Lizzy stared at her. It was the murder of Colonel Protheroe—a man who was hated by half the village of St. Mary Mead—that the astute Miss Marple had solved in
The Murder at the Vicarage
. Lizzy swallowed. And Lily Dare, like Colonel Protheroe, had a great many enemies. But it hadn’t occurred to her that anyone might actually try to—
“You don’t think there’s a possibility of
that
?” Lizzy asked.
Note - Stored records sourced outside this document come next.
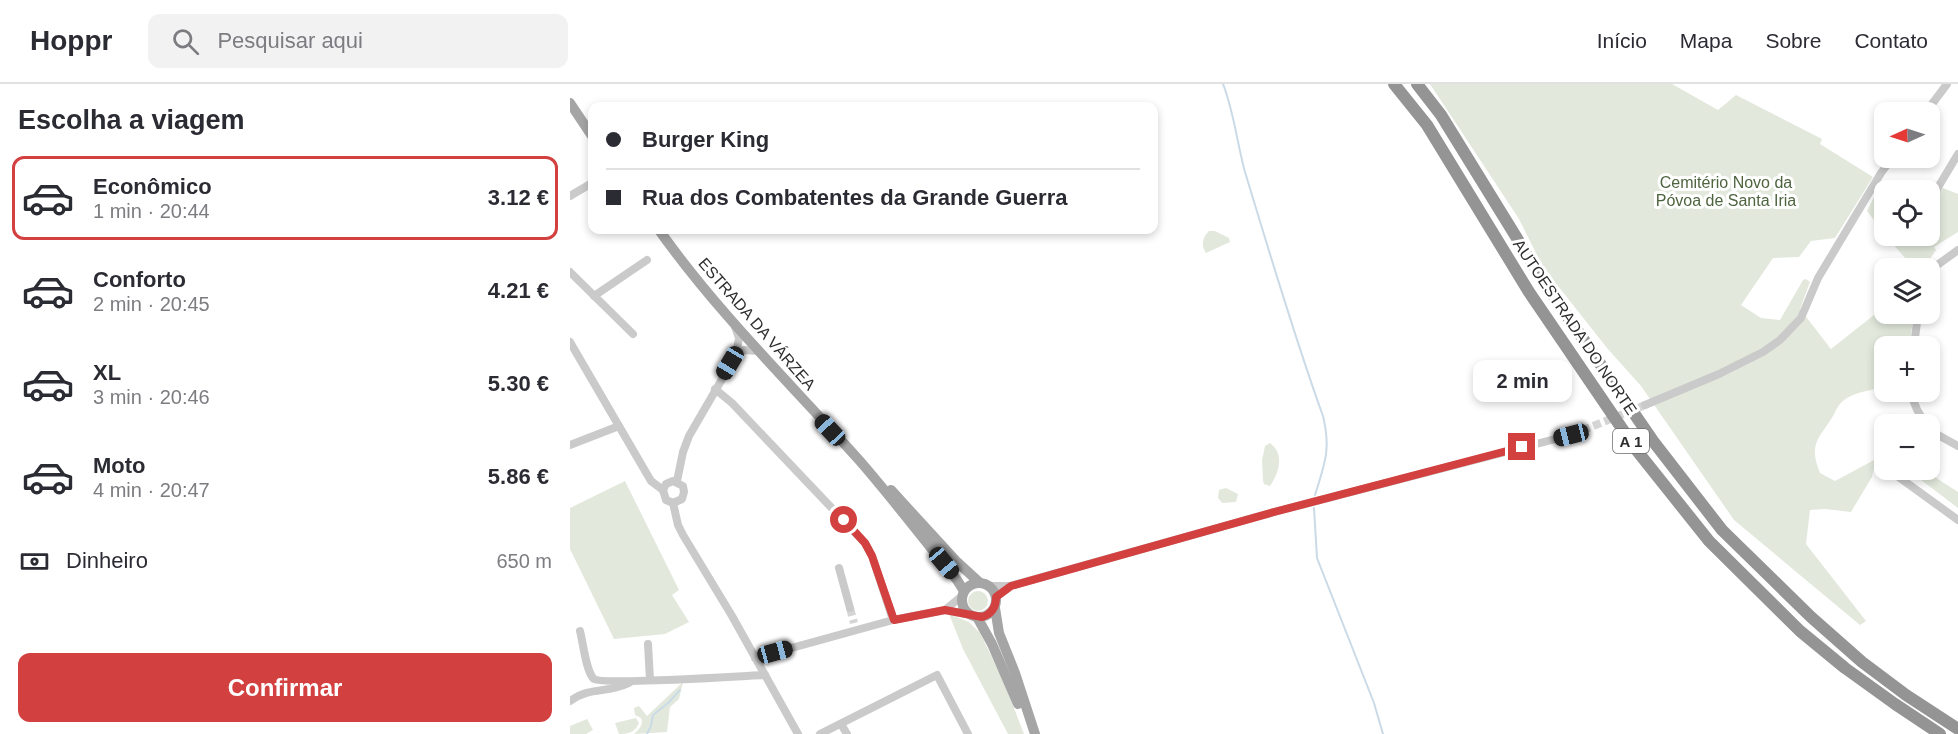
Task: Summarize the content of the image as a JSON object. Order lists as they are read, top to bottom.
{
  "streets": {
    "highway": ["AUTOESTRADA DO NORTE", "A 1"],
    "main road": ["ESTRADA DA VÁRZEA"]
  },
  "parks": ["Cemitério Novo da Póvoa de Santa Iria"],
  "north": "left",
  "page": {
    "header": "Hoppr",
    "search": "Pesquisar aqui",
    "nav": [
      "Início",
      "Mapa",
      "Sobre",
      "Contato"
    ],
    "heading": "Escolha a viagem",
    "map_buttons": ["+", "−"],
    "banner": ["Burger King", "Rua dos Combatentes da Grande Guerra"],
    "list": [
      {
        "name": "Econômico",
        "note": "1 min · 20:44",
        "value": "3.12 €"
      },
      {
        "name": "Conforto",
        "note": "2 min · 20:45",
        "value": "4.21 €"
      },
      {
        "name": "XL",
        "note": "3 min · 20:46",
        "value": "5.30 €"
      },
      {
        "name": "Moto",
        "note": "4 min · 20:47",
        "value": "5.86 €"
      }
    ],
    "bubble": "2 min",
    "pay": ["Dinheiro", "650 m"],
    "buttons": "Confirmar"
  }
}
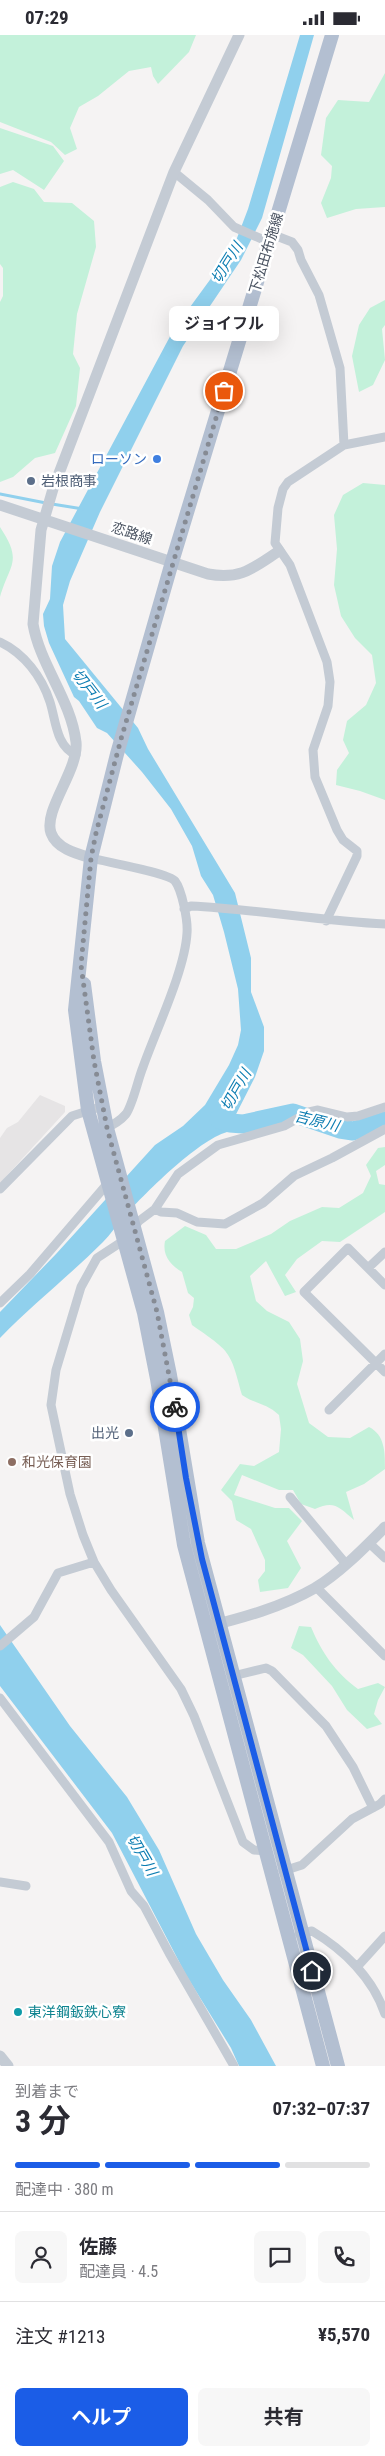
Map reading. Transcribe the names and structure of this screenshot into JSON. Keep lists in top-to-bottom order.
{
  "streets": {
    "main road": ["下松田布施線"],
    "street": ["恋路線"]
  },
  "crossings": [
    ["下松田布施線", "恋路線"]
  ],
  "water": ["切戸川", "吉原川"],
  "places": [
    "ジョイフル",
    "ローソン",
    "岩根商事",
    "出光",
    "和光保育園",
    "東洋鋼鈑鉄心寮"
  ],
  "page": {
    "status": "07:29",
    "bubble": "ジョイフル",
    "heading": ["3 分", "到着まで", "07:32–07:37"],
    "panel": [
      "佐藤",
      "配達員 · 4.5",
      "注文 #1213",
      "¥5,570"
    ],
    "bar": "配達中 · 380 m",
    "buttons": ["ヘルプ", "共有"]
  }
}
She thought of the letters that Mildred had received and her mouth went suddenly dry.
“Obviously, somebody hated her enough to sabotage her plane. So yes, indeed, there’s a possibility of that.” Verna spoke with the grim assurance of someone who knows that when she turns over a rock she will find a snake or a scorpion under it—and the experience of someone who never expects anybody to act any better than anybody else (and usually a whole lot worse). “Oh, and if you need me to help you keep an eye on things at the Kilgores,” she added casually, “you can count me in.”
“Really?” Lizzy put down her coffee cup. She hadn’t thought about asking someone else to help, but now that she did, it certainly made good sense to ask Verna, who was by nature a suspicious person.
“Really,” Verna said emphatically, and Lizzy could tell that she would like nothing better.